THIS IS PART OF “OPERATING CAPITAL,” AN ONGOING LENS DISCUSSION ABOUT LOUISIANA’S RESUMPTION OF EXECUTIONS.

I represented Jessie Hoffman for a few years, after he was already under a sentence of death. And I know his lawyers very well. So, I was hugely relieved and hopeful to hear that his March 18th execution had been stayed by the federal district court, and fearful and saddened by the decision of the Fifth Circuit to undo the injunction.
It’s been 23 years since Louisiana had a contested execution, and yet it is not hard for me to remember with vivid clarity the moments spent in the Death House, and the advocacy and litigation that precedes a stay or an execution.
But there is another question: who gets hurt by an execution?
There’s an obvious answer, and it is a true one: the condemned is killed. His life is over. A few have said it would be a relief, but most prisoners, like most people, don’t want to die. That said, the punishment is over when the execution is.
The condemned have families, and they suffer. It’s often horribly complicated by estrangement, mental illness, and guilt, but that doesn’t always lessen grief. In the movie Dead Man Walking, the kid brother of the condemned man doesn’t know what to say in the hours before the execution, so he drags his sneaker across the floor for the sound, for something to take his mind off what’s going to happen. That was an artist’s invention, born of truth. I’ve been in that room, watched the families run out of words as the minutes count down. And I’ve held the mothers and the sons of the executed, in the days that follow.
The victims, of course, have families. Often the world assumes they know how they feel, and always they are wrong to assume. Abolitionists are often asked “How would you feel if your loved one was murdered?” and I can only answer, “I hope I never know.” But I’ve been taught by the people I’ve met who do know, that all victim’s families, and the members of those families, are not the same. Some want an execution. Some don’t. Some want only an end to the legal process and a return to the memory of the one they lost. None I’ve ever met have appreciated being anyone’s pawn. The spokesmen for state-sponsored killing often say they are doing it “in the victims’ names,” whether or not that’s true.

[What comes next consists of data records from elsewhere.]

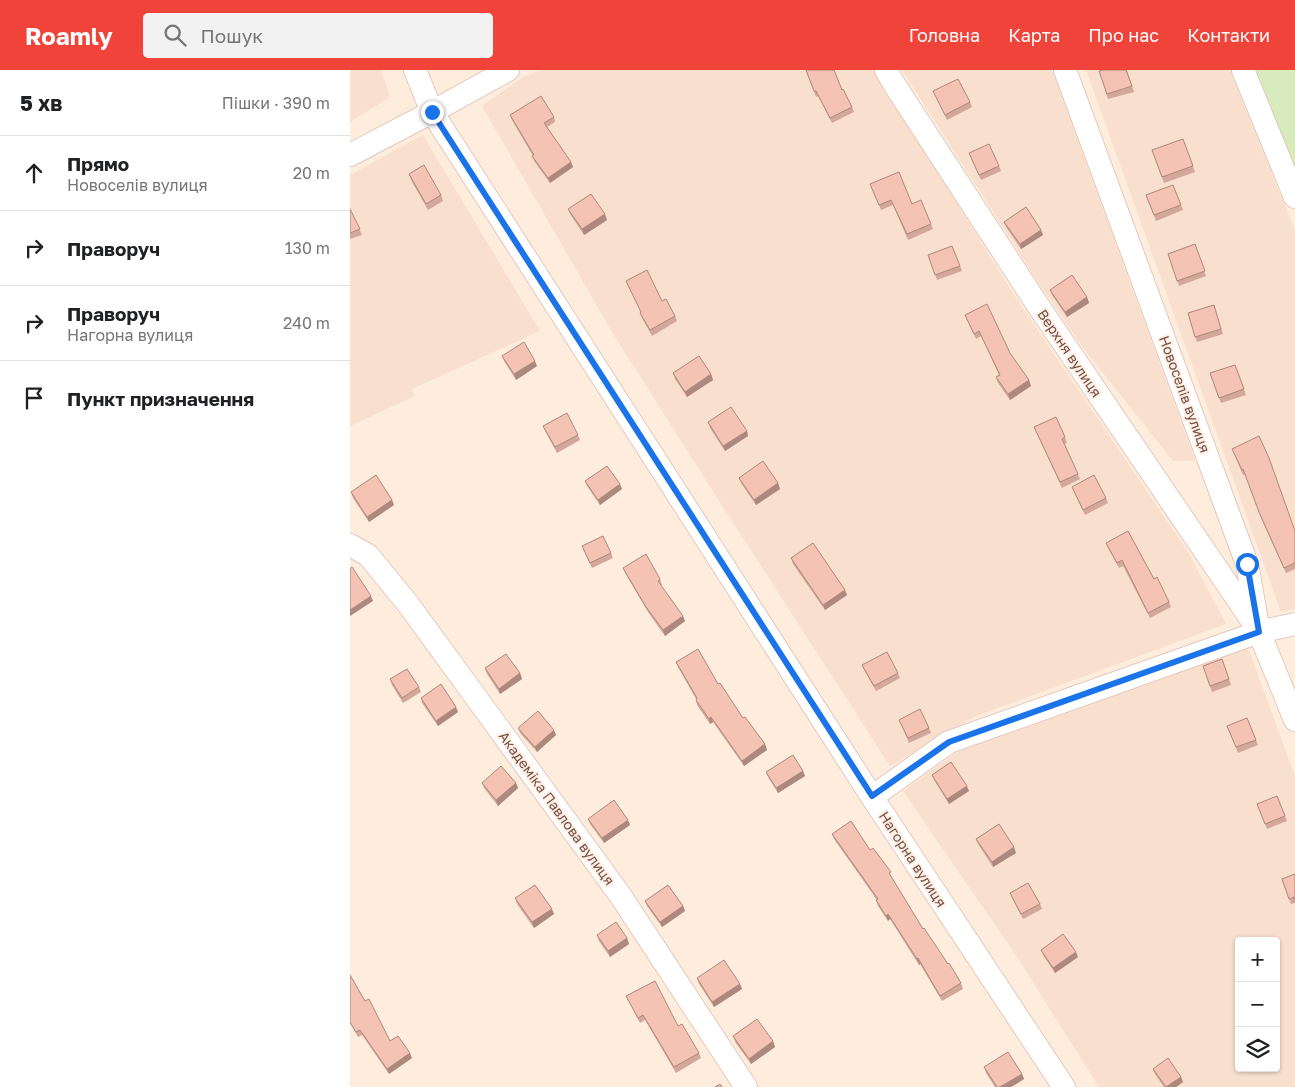 <!DOCTYPE html>
<html lang="uk">
<meta charset="utf-8">
<style>
:root{--surface:#fff;--page:#f2f2f2;--text:#202124;--muted:#757577;--line:#e0e0e0;--accent:#f0443a}
body{margin:0;font-family:"Golos Text",sans-serif;background:var(--page);color:var(--text)}
.controls{position:absolute;right:15px;bottom:15px;display:grid;overflow:hidden;border-radius:5px;box-shadow:0 1px 4px #0004}
.controls button{width:45px;height:45px;display:grid;place-items:center;padding:0;border:0;border-bottom:1px solid var(--line);background:var(--surface);color:var(--text);font:25px sans-serif}
.stop{position:absolute;width:15px;height:15px;margin:-11px;border:4px solid #1a73e8;border-radius:50%;background:#fff}
.stop.end{background:#1a73e8;border-color:#fff;box-shadow:0 1px 5px #0008}
.list{margin:0;padding:0;list-style:none}
h2{display:flex;justify-content:space-between;align-items:center;height:65px;margin:0;padding:0 20px;font-size:21px}
h2 small{font-size:16px;font-weight:400;color:var(--muted)}
.list li{display:grid;grid-template-columns:32px 1fr auto;gap:15px;align-items:center;box-sizing:border-box;height:75px;padding:0 20px;border-top:1px solid var(--line)}
.list b{display:block;font-size:19px;white-space:nowrap}
.list p{margin:0;font-size:16px;white-space:nowrap;color:var(--muted)}
.list em{font-size:16px;font-style:normal;color:var(--muted)}
.icon{flex:none;width:28px;height:28px;fill:none;stroke:currentColor;stroke-width:2;stroke-linecap:round;stroke-linejoin:round}
.map{position:relative;flex:none;width:945px;height:1017px;overflow:hidden}
header{display:flex;align-items:center;gap:30px;box-sizing:border-box;height:70px;padding:0 25px;background:var(--accent);color:#fff}
header strong{font-size:24px}
nav{display:flex;gap:28px;margin-inline-start:auto;font-size:18px}
.search{width:350px;height:45px;background:var(--page);display:flex;align-items:center;gap:12px;box-sizing:border-box;padding:0 18px;border-radius:5px;color:var(--muted);font-size:19px}
main{display:flex}
aside{flex:1;background:var(--surface)}
.map>svg:first-child{display:block}
.residential{fill:#f8dfce;fill-rule:evenodd}
.green{fill:#d7ebbc}
.lines{fill:none;stroke-linecap:round;stroke-linejoin:round}
.minor-casing{stroke:#e4c8bc;stroke-width:24}
.minor{stroke:#fff;stroke-width:22}
.wall{fill:#d3a89a}
.shaded-wall{fill:#ac887d}
.building{fill:#f5c3b3;stroke:#ac887d}
.route{stroke:#1a73e8;stroke-width:6}
.labels{text-anchor:middle;dominant-baseline:central;stroke-width:4;stroke-linejoin:round;paint-order:stroke}
.street-label{font-size:14px;fill:#744e45;stroke:#fff0e5}
</style>
<header>
<strong>Roamly</strong>
<div class="search"><svg class="icon" aria-label="search" viewBox="0 0 24 24"><circle cx="10" cy="10" r="6"/><path d="M15 15l6 6"/></svg>Пошук</div>
<nav><a>Головна</a><a>Карта</a><a>Про нас</a><a>Контакти</a></nav>
</header>
<main>
<aside>
<h2>5 хв<small>Пішки · 390 m</small></h2>
<ul class="list">
<li><svg class="icon" aria-label="ahead" viewBox="0 0 24 24"><path d="M12 20V5M6 11l6-6 6 6"/></svg><div><b>Прямо</b><p>Новоселів вулиця</p></div><em>20 m</em></li>
<li><svg class="icon" aria-label="right" viewBox="0 0 24 24"><path d="M7 20v-9h11M14 6l5 5-5 5"/></svg><div><b>Праворуч</b></div><em>130 m</em></li>
<li><svg class="icon" aria-label="right" viewBox="0 0 24 24"><path d="M7 20v-9h11M14 6l5 5-5 5"/></svg><div><b>Праворуч</b><p>Нагорна вулиця</p></div><em>240 m</em></li>
<li><svg class="icon" aria-label="arrive" viewBox="0 0 24 24"><path d="M6 21V4h12l-3 4 3 4H6"/></svg><div><b>Пункт призначення</b></div></li>
</ul>
</aside>
<div class="map">
<svg width="945" height="1017" viewBox="0 0 945 1017">
<rect width="100%" height="100%" fill="#feecdd"/>
<g class="residential">
<path d="M0,0H31L40,27L0,52Z"/>
<path d="M191,0H524L664,225L838,482L876,554L624,647L540,696L364,423L262,262L132,36L173,7Z"/>
<path d="M552,0H702L845,390L823,391L734,279L690,215Z"/>
<path d="M736,0H880L945,161V539L931,542Z"/>
<path d="M73,65L190,261L62,319L65,326L0,356V105Z"/>
<path d="M898,578L945,706V1017H749L665,884L553,721L607,682ZM889,871H926V998H889Z"/>
</g>
<path class="green" d="M905,0H945V102Z"/>
<g class="lines">
<g class="minor-casing">
<g id="minor">
<path d="M65,0L82,42L522,727L714,1017"/>
<path d="M536,0L544,14L687,234L905,555"/>
<path d="M715,0L897,494L909,562L945,650"/>
<path d="M893,0L945,127"/>
<path d="M0,85L82,42L158,0"/>
<path d="M0,475L18,485L58,534L270,825L396,1017"/>
<path d="M522,727L599,672L909,562L945,554"/>
</g>
</g>
<use href="#minor" class="minor"/>
</g>
<g class="wall">
<path d="M456,0L492,20L502,37L504,42L482,53L468,26L466,27Z"/>
<path d="M777,0L784,22L758,29L749,1Z"/>
<path d="M583,21L620,32L622,37L597,50Z"/>
<path d="M160,45L204,47L205,52L197,57L221,92L223,97L200,113L184,91L182,86H183L162,50Z"/>
<path d="M833,69L845,102L814,113L802,80Z"/>
<path d="M621,88L649,96L651,101L631,110Z"/>
<path d="M59,104L91,125L93,131L78,140L61,110Z"/>
<path d="M520,114L562,134L581,154L583,159L558,170L543,135L531,140Z"/>
<path d="M823,115L833,140L806,151L796,125Z"/>
<path d="M0,139L12,165L0,169Z"/>
<path d="M218,139L257,150L234,165L220,144Z"/>
<path d="M654,152L691,160L693,165L671,179L656,157Z"/>
<path d="M845,174L856,206L829,216L818,184Z"/>
<path d="M602,176L612,201L587,210L578,185Z"/>
<path d="M276,211L312,231L325,246L327,251L302,266L292,248L290,243L291,242Z"/>
<path d="M700,220L737,227L739,233L717,247L702,225Z"/>
<path d="M864,235L873,264L847,272L838,243Z"/>
<path d="M615,245L660,283L681,316L660,330L648,313L646,307L649,305L631,266L626,269Z"/>
<path d="M152,286L187,296L166,310L154,291Z"/>
<path d="M885,295L896,325L871,333L860,303Z"/>
<path d="M323,303L361,304L363,310L337,327L325,309Z"/>
<path d="M358,352L397,361L398,366L375,381L360,358Z"/>
<path d="M193,356L228,365L230,370L207,383L195,361Z"/>
<path d="M684,357L715,367L717,373L714,374L730,409L712,418Z"/>
<path d="M882,379L945,461V499L936,503L911,448L895,404L893,405Z"/>
<path d="M389,408L428,413L430,419L406,435L391,413Z"/>
<path d="M235,411L272,419L250,435L237,416Z"/>
<path d="M722,417L756,428L758,433L735,445Z"/>
<path d="M1,422L42,430L44,435L19,452L3,428Z"/>
<path d="M756,473L804,509L819,532L821,537L800,548L773,496L769,498L758,478Z"/>
<path d="M232,476L261,483L263,488L242,498Z"/>
<path d="M441,488L497,525L475,540L443,494Z"/>
<path d="M273,498L310,509L312,515H311L335,551L315,566L298,542L275,503Z"/>
<path d="M872,589L881,615L862,622L853,596Z"/>
<path d="M326,592L368,614L393,648L415,674L417,680L394,696L363,652L360,654L347,635L346,630V629L328,597Z"/>
<path d="M512,595L548,603L550,608L526,621L514,600Z"/>
<path d="M135,598L170,603L172,609L150,624L137,604Z"/>
<path d="M40,609L69,617L71,622L53,633L42,615Z"/>
<path d="M71,628L108,642L88,656L72,633Z"/>
<path d="M897,648L908,675L888,683L877,656Z"/>
<path d="M549,650L579,658L581,663L559,673Z"/>
<path d="M168,658L206,665L187,682L170,663Z"/>
<path d="M453,701L455,706L428,723L418,707L416,702Z"/>
<path d="M582,705L619,721L599,734L584,710Z"/>
<path d="M132,713H166L168,718L148,736L134,718Z"/>
<path d="M927,726L937,751L917,759L907,734Z"/>
<path d="M238,749L280,755L254,773L240,754Z"/>
<path d="M482,764L520,780L542,808L573,859L611,913L613,919L592,931L570,894L569,895L540,849L538,851L528,836L526,830H527L484,769Z"/>
<path d="M626,769L666,783L643,797L628,774Z"/>
<path d="M945,804V833L941,834L932,809Z"/>
<path d="M660,823L690,834L692,839L673,849L662,828Z"/>
<path d="M165,828L204,844L184,858L167,834Z"/>
<path d="M295,831L333,836L335,841L312,857L297,836Z"/>
<path d="M247,865L277,868L279,874L260,887L249,871Z"/>
<path d="M691,880L728,887L705,903L693,885Z"/>
<path d="M0,905L15,931L40,971L62,988L39,1004L12,965L8,967L0,953Z"/>
<path d="M347,908L390,914L392,919L364,937L349,914Z"/>
<path d="M276,926L328,956L349,983L351,988L326,1003L295,950L290,953Z"/>
<path d="M383,966L423,971L425,977L401,994L385,972Z"/>
<path d="M634,997L672,1004L674,1009L661,1017H645L636,1003Z"/>
<path d="M803,999L831,1007L833,1012L826,1017H814L805,1004Z"/>
</g>
<g class="shaded-wall">
<path d="M221,92L223,97L200,113L198,108Z"/>
<path d="M255,144L257,150L234,165L232,159Z"/>
<path d="M691,160L693,165L671,179L670,174Z"/>
<path d="M737,227L739,233L717,247L715,242Z"/>
<path d="M185,291L187,296L166,310L164,304Z"/>
<path d="M361,304L363,310L337,327L335,322Z"/>
<path d="M679,310L681,316L660,330L658,324Z"/>
<path d="M397,361L398,366L375,381L373,376Z"/>
<path d="M428,413L430,419L406,435L404,430Z"/>
<path d="M270,414L272,419L250,435L248,430Z"/>
<path d="M42,430L44,435L19,452L17,447Z"/>
<path d="M495,520L497,525L475,540L473,535Z"/>
<path d="M21,526L23,531L0,546V540Z"/>
<path d="M333,546L335,551L315,566L313,560Z"/>
<path d="M170,603L172,609L150,624L149,619Z"/>
<path d="M106,637L108,642L88,656L86,651Z"/>
<path d="M361,647L363,652L360,654L359,649Z"/>
<path d="M204,660L206,665L187,682L185,677Z"/>
<path d="M415,674L417,680L394,696L392,691Z"/>
<path d="M453,701L455,706L428,723L426,718Z"/>
<path d="M166,713L168,718L148,736L146,730Z"/>
<path d="M617,716L619,721L599,734L597,729Z"/>
<path d="M278,750L280,755L254,773L252,768Z"/>
<path d="M664,777L666,783L643,797L642,792Z"/>
<path d="M333,836L335,841L312,857L310,852Z"/>
<path d="M202,839L204,844L184,858L182,852Z"/>
<path d="M538,844L540,849L538,851L536,846Z"/>
<path d="M277,868L279,874L260,887L258,881Z"/>
<path d="M726,882L728,887L705,903L703,898Z"/>
<path d="M568,888L570,894L569,895L567,889Z"/>
<path d="M390,914L392,919L364,937L362,932Z"/>
<path d="M423,971L425,977L401,994L399,989Z"/>
<path d="M60,983L62,988L39,1004L37,999Z"/>
<path d="M672,1004L674,1009L661,1017H650Z"/>
<path d="M831,1007L833,1012L826,1017H816Z"/>
</g>
<g class="building">
<path d="M456,0H484L492,20L493,19L502,37L480,48L466,21H464Z"/>
<path d="M753,0H776L782,16L757,24L749,1Z"/>
<path d="M608,9L620,32L595,45L583,21Z"/>
<path d="M191,26L204,47L194,53L221,92L198,108L182,86L184,85L160,45Z"/>
<path d="M833,69L843,96L812,107L802,80Z"/>
<path d="M639,74L649,96L629,105L619,83Z"/>
<path d="M74,95L91,125L76,134L59,104Z"/>
<path d="M549,102L562,134L571,130L581,154L557,164L541,130L529,135L520,114Z"/>
<path d="M823,115L831,135L804,145L796,125Z"/>
<path d="M241,124L255,144L232,159L218,139Z"/>
<path d="M676,137L691,160L670,174L654,152Z"/>
<path d="M0,139L10,159L0,163Z"/>
<path d="M845,174L855,201L827,211L818,184Z"/>
<path d="M602,176L610,196L585,205L578,185Z"/>
<path d="M297,200L312,231L316,229L325,246L300,260L290,243L291,242L276,211Z"/>
<path d="M722,205L737,227L715,242L700,220Z"/>
<path d="M637,234L660,283L679,310L658,324L646,307L650,305L629,261L624,264L615,245Z"/>
<path d="M864,235L871,259L845,267L838,243Z"/>
<path d="M174,272L185,291L164,304L152,286Z"/>
<path d="M349,286L361,304L335,322L323,303Z"/>
<path d="M885,295L894,319L869,328L860,303Z"/>
<path d="M381,337L397,361L373,376L358,352Z"/>
<path d="M217,343L228,365L205,377L193,356Z"/>
<path d="M706,347L715,367L712,369L728,404L710,412L684,357Z"/>
<path d="M909,366L919,388L945,461V493L934,498L909,442L893,399L892,400L882,379Z"/>
<path d="M413,391L428,413L404,430L389,408Z"/>
<path d="M257,396L270,414L248,430L235,411Z"/>
<path d="M26,405L42,430L17,447L1,422Z"/>
<path d="M744,405L756,428L733,440L722,417Z"/>
<path d="M778,461L804,509L807,507L819,532L798,543L772,490L767,493L756,473Z"/>
<path d="M253,466L261,483L240,493L232,476Z"/>
<path d="M463,473L495,520L473,535L441,488Z"/>
<path d="M296,484L310,509L308,511L333,546L313,560L296,537L273,498Z"/>
<path d="M2,497L21,526L0,540V499Z"/>
<path d="M348,579L368,614L370,613L393,648L395,647L415,674L392,691L361,647L359,649L346,630L347,628L326,592Z"/>
<path d="M537,582L548,603L524,616L512,595Z"/>
<path d="M156,584L170,603L149,619L135,598Z"/>
<path d="M872,589L879,609L860,616L853,596Z"/>
<path d="M57,599L69,617L52,628L40,609Z"/>
<path d="M91,614L106,637L86,651L71,628Z"/>
<path d="M570,639L579,658L558,668L549,650Z"/>
<path d="M188,641L204,660L185,677L168,658Z"/>
<path d="M897,648L906,670L886,677L877,656Z"/>
<path d="M443,685L453,701L426,718L416,702Z"/>
<path d="M601,692L617,716L597,729L582,705Z"/>
<path d="M151,696L166,713L146,730L132,713Z"/>
<path d="M927,726L935,746L915,754L907,734Z"/>
<path d="M264,730L278,750L252,768L238,749Z"/>
<path d="M501,751L520,780L523,778L541,802L539,803L573,859L574,858L598,894L599,893L611,913L590,926L568,888L567,889L538,844L536,846L526,830L528,829L482,764Z"/>
<path d="M649,754L664,777L642,792L626,769Z"/>
<path d="M945,804V831L944,827L939,829L932,809Z"/>
<path d="M678,813L690,834L671,844L660,823Z"/>
<path d="M185,815L202,839L182,852L165,828Z"/>
<path d="M318,815L333,836L310,852L295,831Z"/>
<path d="M266,852L277,868L258,881L247,865Z"/>
<path d="M713,864L726,882L703,898L691,880Z"/>
<path d="M374,890L390,914L362,932L347,908Z"/>
<path d="M0,905L15,931L19,929L40,971L48,966L60,983L37,999L10,960L6,962L0,952Z"/>
<path d="M305,911L328,956L332,954L349,983L324,997L293,945L288,948L276,926Z"/>
<path d="M407,949L423,971L399,989L383,966Z"/>
<path d="M658,982L672,1004L650,1017H647L634,997Z"/>
<path d="M818,988L831,1007L816,1017L803,999Z"/>
<path d="M370,1014L372,1017H365Z"/>
</g>
<g class="lines">
<path class="route" d="M82,42L522,726L599,672L909,562L897,494"/>
</g>
<g class="labels">
<g class="street-label">
<text transform="translate(720 283) rotate(56)">Верхня вулиця</text>
<text transform="translate(835 324) rotate(70)">Новоселів вулиця</text>
<text transform="translate(207 738) rotate(54)">Академіка Павлова вулиця</text>
<text transform="translate(563 789) rotate(57)">Нагорна вулиця</text>
</g>
</g>
</svg>
<div class="controls">
<button>+</button>
<button>−</button>
<button><svg class="icon" aria-label="layers" viewBox="0 0 24 24"><path d="M12 4l9 5-9 5-9-5zM3 14l9 5 9-5"/></svg></button>
</div>
<div class="stop" style="left:897px;top:494px"></div>
<div class="stop end" style="left:82px;top:42px"></div>
</div>
</main>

The guards and wardens who carry out the execution are “only doing their jobs,” they often say. Some volunteer for the strapdown team; some would do anything to be somewhere else. Generally, we think guards and prisoners don’t like each other, but they spend a lot of time together. I remember watching a Deputy Warden, known for always wearing a white cowboy hat. A big guy, he stood at the head of the gurney during the execution of my client and never moved a muscle. He didn’t take off his hat, and he never wiped his face, which ran with tears. Another guard called a colleague, begging him to keep quiet about the guard’s participation in some of the executions in the 80s. “My daughter can never know. She would never speak to me again. Please, please don’t tell.”
I got a call like that from a juror. Her family was horrified that she had been a necessary vote for death, they didn’t want to listen when she said it had been years ago, no one thought he’d really be executed, she’d tried to take it back. She, too, had a grown daughter who never quite saw her mother the same way.
Given those jurors, some ambivalent prison guards, and perhaps some victim family members, there are a lot more people than you might think who are hurt by the irrevocability of an execution. Then add the judge who gets elected here in Louisiana, so he can’t make waves about it, but whose Catholic conscience really hates having to sign a death warrant. Perhaps there is even a prosecutor or two who can’t see that their future holds a child or grandchild who will be horrified by their participation in a process that most of the world regards as a human rights violation.
There may be too many people harmed by executions for Louisiana to bear. We don’t need this. Execution is not the solution.
Denny LeBoeuf is a longtime capital defense attorney in New Orleans, Louisiana. She recently retired from the American Civil Liberties Union, where she was the Director of the John Adams Project and former Director of the ACLU’s Capital Punishment Project. She has been a capital defender for over 35 years, representing persons facing the death penalty at trial and in state and federal post-conviction proceedings.